This is the
second reflection from my three-film essay.
Tortilla
Soup is a film about a father and his three daughters. As a father of
three daughters, I love father-daughter stories. This is a fun movie centered
on a family, its flaws, its dramas, and its food. The 2001 film was not a box
office hit, nor was it critically acclaimed. The NY Times called it
“forgettable,” while another reviewer called it “fast food.”
The
Mexican-America father is a semi-retired chef and restaurant owner living in
Southern California who loves to cook large traditional Sunday meals from
scratch. He is unusual as a chef because he lost his senses of smell and taste
after the death of his wife. His three daughters want out of the traditional
family home to live life on their own. The professional cooking show quality of
the film’s meal preparation scenes (done by the Food Network, by the way) is
just fun for those who love home-cooked ethnic food that is at the center of
weekly extended family life.
The oldest
daughter, a teacher, is an uptight evangelical Christian who left the family’s
culturally traditional Catholic church. She elopes and marries a fellow
teacher. The other two sisters, a businesswomen and a student, have affairs.

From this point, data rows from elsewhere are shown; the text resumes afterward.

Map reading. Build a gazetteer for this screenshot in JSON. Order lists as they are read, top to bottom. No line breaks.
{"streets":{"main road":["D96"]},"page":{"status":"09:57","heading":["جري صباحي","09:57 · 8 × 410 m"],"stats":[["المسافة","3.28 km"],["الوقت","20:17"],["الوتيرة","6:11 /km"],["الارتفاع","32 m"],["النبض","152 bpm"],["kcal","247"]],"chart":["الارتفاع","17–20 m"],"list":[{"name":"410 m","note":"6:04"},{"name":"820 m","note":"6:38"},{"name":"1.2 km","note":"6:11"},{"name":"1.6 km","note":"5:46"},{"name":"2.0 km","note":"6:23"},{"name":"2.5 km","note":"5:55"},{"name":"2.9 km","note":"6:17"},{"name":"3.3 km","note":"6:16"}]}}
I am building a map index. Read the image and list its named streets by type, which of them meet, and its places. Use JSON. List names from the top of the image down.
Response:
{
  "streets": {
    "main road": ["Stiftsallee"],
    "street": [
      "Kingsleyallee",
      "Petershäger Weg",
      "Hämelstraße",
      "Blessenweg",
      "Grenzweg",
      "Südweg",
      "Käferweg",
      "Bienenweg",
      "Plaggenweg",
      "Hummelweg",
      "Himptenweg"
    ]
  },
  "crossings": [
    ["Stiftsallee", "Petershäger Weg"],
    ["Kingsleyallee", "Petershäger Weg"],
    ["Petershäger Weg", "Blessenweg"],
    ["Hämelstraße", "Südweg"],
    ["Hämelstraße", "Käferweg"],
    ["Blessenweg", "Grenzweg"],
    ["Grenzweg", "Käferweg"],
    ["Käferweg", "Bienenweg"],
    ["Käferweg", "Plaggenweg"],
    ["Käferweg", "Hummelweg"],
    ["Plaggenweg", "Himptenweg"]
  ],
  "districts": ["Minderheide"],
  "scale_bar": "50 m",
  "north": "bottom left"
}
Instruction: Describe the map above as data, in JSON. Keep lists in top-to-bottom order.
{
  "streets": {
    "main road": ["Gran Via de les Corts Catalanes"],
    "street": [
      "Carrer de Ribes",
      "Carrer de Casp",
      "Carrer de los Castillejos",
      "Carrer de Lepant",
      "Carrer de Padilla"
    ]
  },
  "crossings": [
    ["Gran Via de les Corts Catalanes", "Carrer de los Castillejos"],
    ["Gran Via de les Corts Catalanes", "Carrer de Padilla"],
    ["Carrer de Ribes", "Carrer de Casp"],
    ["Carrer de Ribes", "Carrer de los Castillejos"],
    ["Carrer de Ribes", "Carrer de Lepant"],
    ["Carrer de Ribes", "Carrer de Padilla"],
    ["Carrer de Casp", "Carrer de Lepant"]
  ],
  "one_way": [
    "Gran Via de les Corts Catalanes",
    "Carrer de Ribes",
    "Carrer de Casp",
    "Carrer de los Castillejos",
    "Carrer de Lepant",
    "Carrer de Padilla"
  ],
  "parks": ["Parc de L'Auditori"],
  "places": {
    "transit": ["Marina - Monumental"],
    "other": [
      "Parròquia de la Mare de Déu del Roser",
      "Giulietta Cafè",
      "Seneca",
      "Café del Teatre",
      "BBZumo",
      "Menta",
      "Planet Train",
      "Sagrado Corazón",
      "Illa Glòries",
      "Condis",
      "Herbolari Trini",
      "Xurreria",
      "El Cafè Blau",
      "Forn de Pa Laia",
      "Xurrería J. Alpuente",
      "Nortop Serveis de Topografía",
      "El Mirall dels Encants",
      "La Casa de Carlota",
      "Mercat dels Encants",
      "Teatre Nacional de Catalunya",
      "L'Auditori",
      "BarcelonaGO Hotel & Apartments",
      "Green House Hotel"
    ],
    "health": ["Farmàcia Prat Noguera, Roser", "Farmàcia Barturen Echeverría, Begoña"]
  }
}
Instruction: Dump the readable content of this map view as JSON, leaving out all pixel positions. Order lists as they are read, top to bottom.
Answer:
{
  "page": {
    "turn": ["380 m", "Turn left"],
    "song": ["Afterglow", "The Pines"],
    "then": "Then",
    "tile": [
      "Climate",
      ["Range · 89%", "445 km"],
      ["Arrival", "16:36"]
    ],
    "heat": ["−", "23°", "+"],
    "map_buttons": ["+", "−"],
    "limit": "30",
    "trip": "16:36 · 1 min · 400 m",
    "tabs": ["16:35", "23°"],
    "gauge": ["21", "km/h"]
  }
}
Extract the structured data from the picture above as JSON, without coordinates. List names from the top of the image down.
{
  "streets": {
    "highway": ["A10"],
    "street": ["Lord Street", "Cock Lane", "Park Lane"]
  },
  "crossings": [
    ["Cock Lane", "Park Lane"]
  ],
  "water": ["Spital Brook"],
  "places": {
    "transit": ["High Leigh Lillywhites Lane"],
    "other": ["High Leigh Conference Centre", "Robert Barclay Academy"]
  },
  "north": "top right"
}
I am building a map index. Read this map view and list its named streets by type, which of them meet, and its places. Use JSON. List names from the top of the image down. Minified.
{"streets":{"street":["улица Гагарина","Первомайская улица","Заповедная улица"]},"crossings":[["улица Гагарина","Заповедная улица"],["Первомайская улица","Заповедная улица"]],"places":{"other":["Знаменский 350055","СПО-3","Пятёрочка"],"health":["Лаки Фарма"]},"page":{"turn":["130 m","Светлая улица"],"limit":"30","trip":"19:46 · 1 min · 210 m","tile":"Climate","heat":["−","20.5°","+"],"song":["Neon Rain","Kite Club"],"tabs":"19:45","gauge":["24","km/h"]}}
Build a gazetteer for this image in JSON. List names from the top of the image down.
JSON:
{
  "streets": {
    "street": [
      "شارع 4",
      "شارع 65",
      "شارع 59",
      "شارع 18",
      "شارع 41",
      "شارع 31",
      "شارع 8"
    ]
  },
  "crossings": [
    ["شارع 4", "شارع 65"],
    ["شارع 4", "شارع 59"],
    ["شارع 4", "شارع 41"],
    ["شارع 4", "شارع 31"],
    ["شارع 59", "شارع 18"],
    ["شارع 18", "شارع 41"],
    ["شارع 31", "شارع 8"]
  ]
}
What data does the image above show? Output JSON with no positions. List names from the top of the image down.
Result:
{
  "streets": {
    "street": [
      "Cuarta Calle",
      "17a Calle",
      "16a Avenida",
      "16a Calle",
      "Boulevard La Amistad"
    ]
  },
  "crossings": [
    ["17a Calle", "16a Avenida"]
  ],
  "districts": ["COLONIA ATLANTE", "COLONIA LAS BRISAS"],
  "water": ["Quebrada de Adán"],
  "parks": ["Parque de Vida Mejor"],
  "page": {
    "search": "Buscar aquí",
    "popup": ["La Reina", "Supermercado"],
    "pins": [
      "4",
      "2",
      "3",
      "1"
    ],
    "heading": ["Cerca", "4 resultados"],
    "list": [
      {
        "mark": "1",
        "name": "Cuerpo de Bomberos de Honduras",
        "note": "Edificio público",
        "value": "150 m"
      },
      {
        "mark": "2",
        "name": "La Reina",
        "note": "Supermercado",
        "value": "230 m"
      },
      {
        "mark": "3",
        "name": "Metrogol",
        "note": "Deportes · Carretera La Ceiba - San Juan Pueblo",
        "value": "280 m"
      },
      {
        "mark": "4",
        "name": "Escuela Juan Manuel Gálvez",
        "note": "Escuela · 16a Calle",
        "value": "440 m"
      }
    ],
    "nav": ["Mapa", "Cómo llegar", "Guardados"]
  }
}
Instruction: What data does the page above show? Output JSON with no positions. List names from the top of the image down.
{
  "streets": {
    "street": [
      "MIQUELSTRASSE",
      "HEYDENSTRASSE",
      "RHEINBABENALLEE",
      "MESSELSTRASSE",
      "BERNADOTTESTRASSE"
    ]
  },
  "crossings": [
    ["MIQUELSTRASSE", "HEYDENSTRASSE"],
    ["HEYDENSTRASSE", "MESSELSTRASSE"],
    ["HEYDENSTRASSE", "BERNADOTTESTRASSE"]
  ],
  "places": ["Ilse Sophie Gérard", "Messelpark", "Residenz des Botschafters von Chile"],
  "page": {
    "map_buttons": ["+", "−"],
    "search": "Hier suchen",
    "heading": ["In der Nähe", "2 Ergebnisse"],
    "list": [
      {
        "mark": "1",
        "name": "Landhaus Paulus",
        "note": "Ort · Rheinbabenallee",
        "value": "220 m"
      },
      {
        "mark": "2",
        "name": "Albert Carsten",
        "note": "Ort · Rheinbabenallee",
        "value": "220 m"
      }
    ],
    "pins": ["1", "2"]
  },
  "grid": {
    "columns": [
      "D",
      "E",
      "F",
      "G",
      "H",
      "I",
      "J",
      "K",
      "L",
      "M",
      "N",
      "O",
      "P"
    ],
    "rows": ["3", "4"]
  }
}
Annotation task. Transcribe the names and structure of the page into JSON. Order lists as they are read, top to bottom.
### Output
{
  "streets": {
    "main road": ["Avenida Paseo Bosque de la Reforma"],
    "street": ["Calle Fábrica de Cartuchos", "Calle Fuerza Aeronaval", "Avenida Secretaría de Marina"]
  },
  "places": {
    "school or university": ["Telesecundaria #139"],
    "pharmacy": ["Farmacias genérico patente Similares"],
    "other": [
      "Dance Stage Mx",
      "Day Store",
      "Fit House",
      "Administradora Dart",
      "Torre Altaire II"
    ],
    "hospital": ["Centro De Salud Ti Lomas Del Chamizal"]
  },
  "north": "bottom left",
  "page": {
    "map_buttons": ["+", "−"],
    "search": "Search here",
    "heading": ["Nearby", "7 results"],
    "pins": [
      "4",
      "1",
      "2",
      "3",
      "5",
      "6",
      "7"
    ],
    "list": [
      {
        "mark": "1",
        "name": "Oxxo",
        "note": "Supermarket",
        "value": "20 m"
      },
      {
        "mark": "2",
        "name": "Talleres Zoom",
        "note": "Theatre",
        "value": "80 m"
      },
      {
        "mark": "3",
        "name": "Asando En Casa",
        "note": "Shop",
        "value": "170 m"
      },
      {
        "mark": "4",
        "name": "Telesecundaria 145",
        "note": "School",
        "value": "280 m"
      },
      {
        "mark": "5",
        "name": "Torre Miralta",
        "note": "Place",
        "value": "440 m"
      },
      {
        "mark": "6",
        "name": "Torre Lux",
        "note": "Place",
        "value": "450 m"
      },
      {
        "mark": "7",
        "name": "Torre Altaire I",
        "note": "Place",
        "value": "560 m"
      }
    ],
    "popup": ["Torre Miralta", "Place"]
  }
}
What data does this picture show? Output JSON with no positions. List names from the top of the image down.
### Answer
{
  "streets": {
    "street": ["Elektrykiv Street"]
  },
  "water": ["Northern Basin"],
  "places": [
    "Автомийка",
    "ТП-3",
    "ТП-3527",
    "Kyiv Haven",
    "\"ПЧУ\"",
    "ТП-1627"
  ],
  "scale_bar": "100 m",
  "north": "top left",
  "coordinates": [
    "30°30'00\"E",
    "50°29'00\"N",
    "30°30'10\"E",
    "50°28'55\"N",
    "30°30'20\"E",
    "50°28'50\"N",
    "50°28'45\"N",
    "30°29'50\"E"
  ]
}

All of this leaves the father feeling left out of their lives, so he wants to
sell the family home. Any family movie will show the flaws and drama of family
life, even the family of an up-from-the-bootstrap middle class Mexican-American
restaurant owner. The second generation’s rebellion and drama is put into a sharper
focus because of the Mexican-American context. “Don’t speak Spanglish!”
Some of the
family meals in the film reminded me of when I traveled to Ybor City in Tampa
to meet my wife’s Spanish relatives for the first time. Some had come by way of
Cuba, but all the first generation came from the Northwestern Province of
Asturias in Spain in the 1920s. My wife was third generation, but her Abuela
taught her many of the traditional Spanish Sunday family food dishes. Abuela’s
first meal for me was a tortilla of eggs, onions and potatoes fried in olive
oil in a cast-iron pan. She wanted me to feel welcome – after all, I was going
to marry her oldest grandchild even though I was a protestant, as was her son,
my future father-in- law. Mix that culinary scene with my wife’s mother’s
traditional American Southern country cooking and two tours in Germany and you
can never tell where in the world the food will be from on our dinner table.
Food is often the center of hospitality, of making people feel welcome in a
home. We even have a McFarland multi-generation family CD of recipes, “Over the
Lips and Onto the Hips,” with all the comfort food and traditional family food
from all the branches of the family.
How does Tortilla
Soup end? The newly extended family is in a restaurant run by the
middle daughter, around a restaurant table eating an updated fusion of
traditional and modern recipes. The remarried father whose new wife is
expecting gets his senses of smell and taste back after sampling his daughter’s
fusion food.
I
love the way Luke’s gospel takes us on a tour of the dinner parties and tables
Jesus shared with outsiders, sinners and strangers. Families share tables and
flaws, but grace can turn them into a banquet. Conversations with our neighbors
and their families often can begin with food, as Luke shows us Jesus
doing. Tortilla Soup is a
banquet of film about a flawed family, fun, and food.